_What to work on:_ Among the entries, find the lines with the string "nowrap" and copy them.

************

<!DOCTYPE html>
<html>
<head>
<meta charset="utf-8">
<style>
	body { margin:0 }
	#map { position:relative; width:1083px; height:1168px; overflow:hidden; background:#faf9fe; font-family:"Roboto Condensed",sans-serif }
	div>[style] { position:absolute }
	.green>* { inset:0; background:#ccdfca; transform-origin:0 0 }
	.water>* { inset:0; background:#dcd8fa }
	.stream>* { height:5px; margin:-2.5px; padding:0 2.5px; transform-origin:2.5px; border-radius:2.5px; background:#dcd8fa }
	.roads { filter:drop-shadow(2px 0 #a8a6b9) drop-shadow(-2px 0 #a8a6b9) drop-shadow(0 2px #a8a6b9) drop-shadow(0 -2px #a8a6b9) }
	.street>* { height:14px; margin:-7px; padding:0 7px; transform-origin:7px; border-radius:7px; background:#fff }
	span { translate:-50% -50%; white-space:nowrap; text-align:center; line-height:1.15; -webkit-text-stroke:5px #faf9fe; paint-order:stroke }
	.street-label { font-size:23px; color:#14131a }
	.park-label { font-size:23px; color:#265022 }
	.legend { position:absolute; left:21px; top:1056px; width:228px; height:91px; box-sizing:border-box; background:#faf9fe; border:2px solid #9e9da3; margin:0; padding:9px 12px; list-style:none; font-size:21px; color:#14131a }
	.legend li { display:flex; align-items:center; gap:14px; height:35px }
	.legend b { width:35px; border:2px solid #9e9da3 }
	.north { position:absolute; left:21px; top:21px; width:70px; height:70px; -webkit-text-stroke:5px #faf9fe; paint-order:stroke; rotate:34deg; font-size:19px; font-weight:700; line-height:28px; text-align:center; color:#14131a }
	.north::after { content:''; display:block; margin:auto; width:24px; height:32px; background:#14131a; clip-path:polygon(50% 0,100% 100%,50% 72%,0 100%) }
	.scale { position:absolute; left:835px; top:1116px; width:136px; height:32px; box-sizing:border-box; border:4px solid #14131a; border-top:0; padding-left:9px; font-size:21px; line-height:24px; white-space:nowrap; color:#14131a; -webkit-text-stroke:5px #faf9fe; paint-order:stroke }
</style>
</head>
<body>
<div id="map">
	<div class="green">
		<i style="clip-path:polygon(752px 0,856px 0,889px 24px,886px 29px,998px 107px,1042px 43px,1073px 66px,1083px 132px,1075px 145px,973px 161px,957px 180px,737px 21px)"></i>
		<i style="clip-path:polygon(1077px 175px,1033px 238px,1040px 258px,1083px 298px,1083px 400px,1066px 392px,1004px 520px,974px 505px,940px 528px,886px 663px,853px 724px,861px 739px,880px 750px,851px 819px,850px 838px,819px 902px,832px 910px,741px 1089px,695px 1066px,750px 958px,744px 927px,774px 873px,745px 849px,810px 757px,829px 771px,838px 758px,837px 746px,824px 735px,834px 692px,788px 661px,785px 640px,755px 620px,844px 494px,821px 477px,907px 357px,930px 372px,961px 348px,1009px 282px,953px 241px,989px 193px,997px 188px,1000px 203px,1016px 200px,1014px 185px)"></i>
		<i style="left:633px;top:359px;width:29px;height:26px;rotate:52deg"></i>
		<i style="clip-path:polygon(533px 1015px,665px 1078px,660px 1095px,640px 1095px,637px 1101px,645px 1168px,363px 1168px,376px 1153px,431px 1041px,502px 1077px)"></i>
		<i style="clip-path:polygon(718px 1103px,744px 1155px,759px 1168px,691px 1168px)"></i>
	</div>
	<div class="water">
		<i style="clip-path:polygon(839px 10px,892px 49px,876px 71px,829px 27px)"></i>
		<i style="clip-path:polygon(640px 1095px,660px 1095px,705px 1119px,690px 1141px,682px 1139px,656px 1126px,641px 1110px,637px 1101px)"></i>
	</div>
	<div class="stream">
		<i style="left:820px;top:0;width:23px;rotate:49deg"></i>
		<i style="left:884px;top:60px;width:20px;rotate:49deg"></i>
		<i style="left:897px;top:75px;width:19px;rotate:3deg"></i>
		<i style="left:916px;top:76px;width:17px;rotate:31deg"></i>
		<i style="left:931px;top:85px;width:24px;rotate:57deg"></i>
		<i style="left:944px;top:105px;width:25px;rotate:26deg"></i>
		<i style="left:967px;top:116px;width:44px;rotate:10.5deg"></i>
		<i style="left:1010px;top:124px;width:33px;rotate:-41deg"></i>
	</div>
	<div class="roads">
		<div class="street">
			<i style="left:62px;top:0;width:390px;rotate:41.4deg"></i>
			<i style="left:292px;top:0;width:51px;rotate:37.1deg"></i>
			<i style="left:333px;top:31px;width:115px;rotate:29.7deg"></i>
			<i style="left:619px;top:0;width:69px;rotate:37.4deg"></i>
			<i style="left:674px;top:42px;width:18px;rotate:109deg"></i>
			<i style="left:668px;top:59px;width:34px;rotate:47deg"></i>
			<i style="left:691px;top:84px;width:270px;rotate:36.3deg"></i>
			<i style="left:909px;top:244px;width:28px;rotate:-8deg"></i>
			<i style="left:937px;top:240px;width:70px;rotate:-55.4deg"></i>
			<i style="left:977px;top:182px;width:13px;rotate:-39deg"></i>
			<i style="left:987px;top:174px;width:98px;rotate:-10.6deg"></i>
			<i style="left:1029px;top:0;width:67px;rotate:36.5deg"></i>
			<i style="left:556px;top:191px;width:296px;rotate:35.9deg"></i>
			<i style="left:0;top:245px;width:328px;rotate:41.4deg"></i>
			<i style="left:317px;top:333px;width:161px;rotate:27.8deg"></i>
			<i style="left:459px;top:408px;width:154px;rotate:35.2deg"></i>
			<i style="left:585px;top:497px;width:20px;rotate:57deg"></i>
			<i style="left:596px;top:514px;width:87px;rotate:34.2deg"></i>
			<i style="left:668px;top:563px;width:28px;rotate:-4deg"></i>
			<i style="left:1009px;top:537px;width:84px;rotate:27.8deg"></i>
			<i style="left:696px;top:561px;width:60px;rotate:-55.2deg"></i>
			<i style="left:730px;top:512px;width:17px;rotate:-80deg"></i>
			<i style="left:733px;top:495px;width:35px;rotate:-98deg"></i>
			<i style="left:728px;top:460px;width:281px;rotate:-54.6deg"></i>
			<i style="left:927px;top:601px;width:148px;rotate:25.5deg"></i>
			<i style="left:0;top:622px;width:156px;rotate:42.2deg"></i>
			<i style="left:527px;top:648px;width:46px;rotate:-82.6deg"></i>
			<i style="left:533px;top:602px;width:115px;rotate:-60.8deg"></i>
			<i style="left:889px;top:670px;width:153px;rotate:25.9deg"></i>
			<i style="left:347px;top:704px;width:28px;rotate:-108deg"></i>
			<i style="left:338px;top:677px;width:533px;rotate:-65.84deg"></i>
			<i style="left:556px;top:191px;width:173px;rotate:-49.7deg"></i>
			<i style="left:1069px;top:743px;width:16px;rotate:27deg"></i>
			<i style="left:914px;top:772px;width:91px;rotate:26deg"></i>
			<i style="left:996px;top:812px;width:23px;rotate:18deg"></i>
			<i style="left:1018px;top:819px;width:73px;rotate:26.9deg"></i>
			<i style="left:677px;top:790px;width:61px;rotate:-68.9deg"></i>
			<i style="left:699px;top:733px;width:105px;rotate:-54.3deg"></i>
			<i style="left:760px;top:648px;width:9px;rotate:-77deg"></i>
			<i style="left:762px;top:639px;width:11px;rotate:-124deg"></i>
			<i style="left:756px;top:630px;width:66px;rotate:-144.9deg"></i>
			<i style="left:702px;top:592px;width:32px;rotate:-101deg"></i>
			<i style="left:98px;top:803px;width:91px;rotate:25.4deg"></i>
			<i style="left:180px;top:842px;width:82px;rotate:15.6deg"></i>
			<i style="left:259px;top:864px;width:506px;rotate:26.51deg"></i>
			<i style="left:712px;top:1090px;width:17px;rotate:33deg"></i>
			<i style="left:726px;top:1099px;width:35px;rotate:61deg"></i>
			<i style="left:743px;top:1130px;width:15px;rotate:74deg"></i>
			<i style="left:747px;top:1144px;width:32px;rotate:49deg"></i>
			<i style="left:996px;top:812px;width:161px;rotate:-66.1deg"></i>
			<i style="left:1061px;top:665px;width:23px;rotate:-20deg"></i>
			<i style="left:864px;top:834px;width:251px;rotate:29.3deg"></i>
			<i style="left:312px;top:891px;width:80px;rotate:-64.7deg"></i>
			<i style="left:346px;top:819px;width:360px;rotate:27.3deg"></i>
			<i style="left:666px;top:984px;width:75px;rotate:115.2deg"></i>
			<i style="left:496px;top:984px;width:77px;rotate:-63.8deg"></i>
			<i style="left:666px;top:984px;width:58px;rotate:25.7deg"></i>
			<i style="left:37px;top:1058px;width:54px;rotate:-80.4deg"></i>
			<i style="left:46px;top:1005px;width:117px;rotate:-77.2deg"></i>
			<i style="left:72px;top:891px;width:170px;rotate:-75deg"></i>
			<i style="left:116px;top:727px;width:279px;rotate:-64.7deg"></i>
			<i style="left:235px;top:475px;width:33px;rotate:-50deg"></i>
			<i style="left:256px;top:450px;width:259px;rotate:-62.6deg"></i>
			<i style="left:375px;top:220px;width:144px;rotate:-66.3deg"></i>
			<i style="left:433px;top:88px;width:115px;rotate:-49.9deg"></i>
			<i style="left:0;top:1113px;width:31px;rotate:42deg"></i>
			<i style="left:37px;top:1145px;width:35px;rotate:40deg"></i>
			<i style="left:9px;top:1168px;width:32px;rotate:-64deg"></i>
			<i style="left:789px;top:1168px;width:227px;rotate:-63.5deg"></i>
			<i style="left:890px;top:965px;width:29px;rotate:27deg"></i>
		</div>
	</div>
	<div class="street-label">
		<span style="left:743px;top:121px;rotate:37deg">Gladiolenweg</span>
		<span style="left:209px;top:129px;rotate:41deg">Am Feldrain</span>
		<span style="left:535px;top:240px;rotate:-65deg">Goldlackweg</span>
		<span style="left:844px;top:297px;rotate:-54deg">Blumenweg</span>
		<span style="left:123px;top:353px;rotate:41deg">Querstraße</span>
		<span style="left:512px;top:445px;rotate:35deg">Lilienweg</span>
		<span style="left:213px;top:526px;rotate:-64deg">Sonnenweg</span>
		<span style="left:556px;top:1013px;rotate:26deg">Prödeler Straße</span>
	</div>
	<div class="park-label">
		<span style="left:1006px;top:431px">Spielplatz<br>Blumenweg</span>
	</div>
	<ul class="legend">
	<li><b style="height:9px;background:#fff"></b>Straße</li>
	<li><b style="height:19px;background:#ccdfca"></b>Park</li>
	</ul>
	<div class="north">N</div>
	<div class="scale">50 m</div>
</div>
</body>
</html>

************

_Answer to this exercise:_
	span { translate:-50% -50%; white-space:nowrap; text-align:center; line-height:1.15; -webkit-text-stroke:5px #faf9fe; paint-order:stroke }
	.scale { position:absolute; left:835px; top:1116px; width:136px; height:32px; box-sizing:border-box; border:4px solid #14131a; border-top:0; padding-left:9px; font-size:21px; line-height:24px; white-space:nowrap; color:#14131a; -webkit-text-stroke:5px #faf9fe; paint-order:stroke }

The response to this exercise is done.